[[ Records supplied, beginning ]]
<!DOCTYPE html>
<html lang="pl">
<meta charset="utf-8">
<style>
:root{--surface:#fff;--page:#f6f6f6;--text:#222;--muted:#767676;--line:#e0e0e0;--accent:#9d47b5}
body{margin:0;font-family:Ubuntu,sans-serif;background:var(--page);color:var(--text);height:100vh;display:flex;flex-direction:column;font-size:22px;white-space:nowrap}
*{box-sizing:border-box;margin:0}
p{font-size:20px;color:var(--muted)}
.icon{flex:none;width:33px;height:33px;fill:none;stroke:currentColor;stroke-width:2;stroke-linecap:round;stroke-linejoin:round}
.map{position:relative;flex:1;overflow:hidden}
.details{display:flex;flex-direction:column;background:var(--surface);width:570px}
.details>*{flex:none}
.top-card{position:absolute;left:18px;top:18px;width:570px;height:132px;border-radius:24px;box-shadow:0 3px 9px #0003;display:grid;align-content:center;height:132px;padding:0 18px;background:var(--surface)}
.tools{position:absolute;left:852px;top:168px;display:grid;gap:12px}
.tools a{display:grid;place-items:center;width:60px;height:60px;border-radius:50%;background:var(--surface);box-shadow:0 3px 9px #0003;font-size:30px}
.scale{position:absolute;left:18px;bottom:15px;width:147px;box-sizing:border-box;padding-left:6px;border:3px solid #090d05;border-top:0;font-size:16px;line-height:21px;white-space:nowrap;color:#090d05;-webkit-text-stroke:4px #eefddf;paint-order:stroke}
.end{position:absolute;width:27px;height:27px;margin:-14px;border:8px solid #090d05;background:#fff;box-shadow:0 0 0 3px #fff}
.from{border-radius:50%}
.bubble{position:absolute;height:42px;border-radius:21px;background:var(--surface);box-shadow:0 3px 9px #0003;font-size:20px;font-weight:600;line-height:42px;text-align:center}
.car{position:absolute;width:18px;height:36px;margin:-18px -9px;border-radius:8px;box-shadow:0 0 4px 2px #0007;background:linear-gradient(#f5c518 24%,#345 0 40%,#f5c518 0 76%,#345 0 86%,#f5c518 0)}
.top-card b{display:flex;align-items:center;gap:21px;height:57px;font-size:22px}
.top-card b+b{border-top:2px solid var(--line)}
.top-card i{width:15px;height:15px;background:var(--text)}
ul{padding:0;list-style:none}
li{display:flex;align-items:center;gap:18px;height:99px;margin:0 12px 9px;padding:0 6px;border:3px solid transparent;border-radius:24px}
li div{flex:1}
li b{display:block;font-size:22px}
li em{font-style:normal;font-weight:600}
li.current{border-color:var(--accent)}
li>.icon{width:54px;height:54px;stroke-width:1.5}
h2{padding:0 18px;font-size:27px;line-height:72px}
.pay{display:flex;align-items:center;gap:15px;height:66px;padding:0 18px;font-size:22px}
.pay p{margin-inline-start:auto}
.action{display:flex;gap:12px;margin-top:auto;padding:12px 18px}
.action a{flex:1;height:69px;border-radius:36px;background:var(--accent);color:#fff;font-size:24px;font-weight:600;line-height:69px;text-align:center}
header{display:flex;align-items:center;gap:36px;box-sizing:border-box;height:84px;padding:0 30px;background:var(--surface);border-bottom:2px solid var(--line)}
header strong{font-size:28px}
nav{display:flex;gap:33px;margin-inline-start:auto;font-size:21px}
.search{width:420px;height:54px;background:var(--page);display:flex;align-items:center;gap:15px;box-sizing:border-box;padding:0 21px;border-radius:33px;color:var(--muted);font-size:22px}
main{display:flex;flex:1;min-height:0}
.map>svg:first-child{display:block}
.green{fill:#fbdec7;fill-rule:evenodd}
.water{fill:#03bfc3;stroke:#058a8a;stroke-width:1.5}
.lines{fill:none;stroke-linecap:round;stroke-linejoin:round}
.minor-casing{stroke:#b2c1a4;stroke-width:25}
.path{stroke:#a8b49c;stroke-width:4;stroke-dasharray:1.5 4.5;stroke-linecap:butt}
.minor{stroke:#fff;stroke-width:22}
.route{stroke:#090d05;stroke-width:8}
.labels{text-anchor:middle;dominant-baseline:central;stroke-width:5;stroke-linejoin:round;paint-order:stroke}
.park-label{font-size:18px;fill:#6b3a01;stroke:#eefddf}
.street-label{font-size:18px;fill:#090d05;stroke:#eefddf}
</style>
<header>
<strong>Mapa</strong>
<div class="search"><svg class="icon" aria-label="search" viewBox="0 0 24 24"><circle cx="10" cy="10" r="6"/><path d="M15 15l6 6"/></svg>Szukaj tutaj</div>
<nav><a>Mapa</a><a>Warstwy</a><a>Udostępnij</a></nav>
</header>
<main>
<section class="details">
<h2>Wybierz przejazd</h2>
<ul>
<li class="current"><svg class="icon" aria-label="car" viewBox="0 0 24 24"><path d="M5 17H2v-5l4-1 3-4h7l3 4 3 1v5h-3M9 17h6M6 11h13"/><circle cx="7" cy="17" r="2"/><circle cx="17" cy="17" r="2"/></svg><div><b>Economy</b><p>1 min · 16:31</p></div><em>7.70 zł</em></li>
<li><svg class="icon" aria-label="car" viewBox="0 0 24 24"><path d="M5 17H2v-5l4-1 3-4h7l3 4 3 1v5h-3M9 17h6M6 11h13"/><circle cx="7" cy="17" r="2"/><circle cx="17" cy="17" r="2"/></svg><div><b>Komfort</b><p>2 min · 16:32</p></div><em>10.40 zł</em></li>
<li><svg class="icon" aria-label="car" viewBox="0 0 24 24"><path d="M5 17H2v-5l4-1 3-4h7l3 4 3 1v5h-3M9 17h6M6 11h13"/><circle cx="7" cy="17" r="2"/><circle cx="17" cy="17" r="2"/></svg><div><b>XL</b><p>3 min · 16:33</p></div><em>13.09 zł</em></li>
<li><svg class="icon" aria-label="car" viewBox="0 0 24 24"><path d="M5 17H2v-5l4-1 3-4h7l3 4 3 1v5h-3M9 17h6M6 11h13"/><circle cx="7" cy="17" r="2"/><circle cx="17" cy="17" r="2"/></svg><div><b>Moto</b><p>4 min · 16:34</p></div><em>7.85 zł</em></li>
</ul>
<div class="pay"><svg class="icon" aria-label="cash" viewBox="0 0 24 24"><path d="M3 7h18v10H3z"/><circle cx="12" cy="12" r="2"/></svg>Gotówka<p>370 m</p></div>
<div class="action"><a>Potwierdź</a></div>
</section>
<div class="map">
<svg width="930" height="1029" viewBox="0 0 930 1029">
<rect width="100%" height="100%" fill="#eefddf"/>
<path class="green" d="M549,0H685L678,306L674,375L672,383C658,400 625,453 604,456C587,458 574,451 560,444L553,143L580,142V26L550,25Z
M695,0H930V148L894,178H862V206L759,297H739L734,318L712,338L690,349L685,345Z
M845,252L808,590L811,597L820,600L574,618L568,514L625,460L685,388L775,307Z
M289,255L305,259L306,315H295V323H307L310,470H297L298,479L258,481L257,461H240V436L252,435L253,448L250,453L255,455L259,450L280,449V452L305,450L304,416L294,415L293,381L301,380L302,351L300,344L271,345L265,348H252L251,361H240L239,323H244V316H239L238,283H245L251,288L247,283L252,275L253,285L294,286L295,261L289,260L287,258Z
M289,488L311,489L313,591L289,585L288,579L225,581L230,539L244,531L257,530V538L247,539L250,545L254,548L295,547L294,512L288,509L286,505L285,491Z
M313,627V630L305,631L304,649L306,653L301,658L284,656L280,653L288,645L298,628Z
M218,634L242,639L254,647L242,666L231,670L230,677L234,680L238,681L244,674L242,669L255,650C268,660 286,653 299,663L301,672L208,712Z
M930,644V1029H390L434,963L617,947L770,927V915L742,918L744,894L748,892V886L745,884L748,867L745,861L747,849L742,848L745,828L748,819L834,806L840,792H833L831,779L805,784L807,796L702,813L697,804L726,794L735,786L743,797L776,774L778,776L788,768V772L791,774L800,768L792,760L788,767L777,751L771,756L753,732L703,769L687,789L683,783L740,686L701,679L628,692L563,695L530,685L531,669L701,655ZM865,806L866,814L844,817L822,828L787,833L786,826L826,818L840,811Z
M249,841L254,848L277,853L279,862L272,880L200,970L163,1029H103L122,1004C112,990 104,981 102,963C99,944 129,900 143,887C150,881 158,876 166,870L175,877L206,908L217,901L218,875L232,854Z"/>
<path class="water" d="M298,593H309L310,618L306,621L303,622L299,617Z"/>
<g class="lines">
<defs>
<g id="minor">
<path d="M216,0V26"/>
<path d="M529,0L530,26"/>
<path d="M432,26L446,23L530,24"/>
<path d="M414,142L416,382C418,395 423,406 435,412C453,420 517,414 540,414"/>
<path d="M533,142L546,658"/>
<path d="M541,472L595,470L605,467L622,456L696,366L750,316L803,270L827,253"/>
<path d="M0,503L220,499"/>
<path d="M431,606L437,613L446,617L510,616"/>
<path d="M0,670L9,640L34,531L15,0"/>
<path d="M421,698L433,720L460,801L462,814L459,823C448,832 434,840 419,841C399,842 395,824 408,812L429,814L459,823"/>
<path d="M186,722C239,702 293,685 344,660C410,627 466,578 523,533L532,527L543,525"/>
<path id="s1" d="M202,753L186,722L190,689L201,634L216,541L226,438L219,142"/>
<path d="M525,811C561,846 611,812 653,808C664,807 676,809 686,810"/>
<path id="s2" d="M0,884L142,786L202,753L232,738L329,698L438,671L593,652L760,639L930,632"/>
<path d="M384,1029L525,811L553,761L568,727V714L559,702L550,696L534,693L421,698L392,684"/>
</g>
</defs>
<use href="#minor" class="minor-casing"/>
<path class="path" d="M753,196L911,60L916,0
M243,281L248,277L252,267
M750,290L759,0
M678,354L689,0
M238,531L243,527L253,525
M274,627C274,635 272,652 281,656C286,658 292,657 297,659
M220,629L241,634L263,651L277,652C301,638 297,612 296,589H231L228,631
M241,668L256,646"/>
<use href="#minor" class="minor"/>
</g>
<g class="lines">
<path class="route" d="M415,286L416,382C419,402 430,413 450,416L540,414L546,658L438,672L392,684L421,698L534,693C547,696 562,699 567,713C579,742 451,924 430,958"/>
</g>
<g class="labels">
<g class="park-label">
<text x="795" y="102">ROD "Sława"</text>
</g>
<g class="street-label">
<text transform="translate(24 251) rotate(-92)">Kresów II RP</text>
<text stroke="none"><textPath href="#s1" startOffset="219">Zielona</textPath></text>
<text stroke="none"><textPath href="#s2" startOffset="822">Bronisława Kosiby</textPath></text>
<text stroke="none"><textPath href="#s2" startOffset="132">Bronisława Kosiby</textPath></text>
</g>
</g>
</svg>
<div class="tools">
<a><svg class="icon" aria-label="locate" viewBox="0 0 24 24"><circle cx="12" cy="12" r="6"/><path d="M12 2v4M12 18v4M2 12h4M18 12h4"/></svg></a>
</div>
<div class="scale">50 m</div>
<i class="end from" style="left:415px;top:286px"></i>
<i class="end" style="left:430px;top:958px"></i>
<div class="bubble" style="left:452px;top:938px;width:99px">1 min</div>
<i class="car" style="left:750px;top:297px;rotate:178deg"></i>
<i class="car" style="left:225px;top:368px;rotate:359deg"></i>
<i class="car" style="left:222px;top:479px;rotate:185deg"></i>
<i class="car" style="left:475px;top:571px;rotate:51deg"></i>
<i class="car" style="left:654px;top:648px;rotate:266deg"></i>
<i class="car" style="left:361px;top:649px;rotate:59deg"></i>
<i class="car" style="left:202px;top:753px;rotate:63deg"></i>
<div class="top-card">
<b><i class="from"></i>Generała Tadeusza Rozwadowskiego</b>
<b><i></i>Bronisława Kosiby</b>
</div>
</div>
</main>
[[ Records supplied, end ]]
▶ _Work instructions_:
Each line that holds the string "bubble" is to be copied from the entries above.

▶ _Result_:
.bubble{position:absolute;height:42px;border-radius:21px;background:var(--surface);box-shadow:0 3px 9px #0003;font-size:20px;font-weight:600;line-height:42px;text-align:center}
<div class="bubble" style="left:452px;top:938px;width:99px">1 min</div>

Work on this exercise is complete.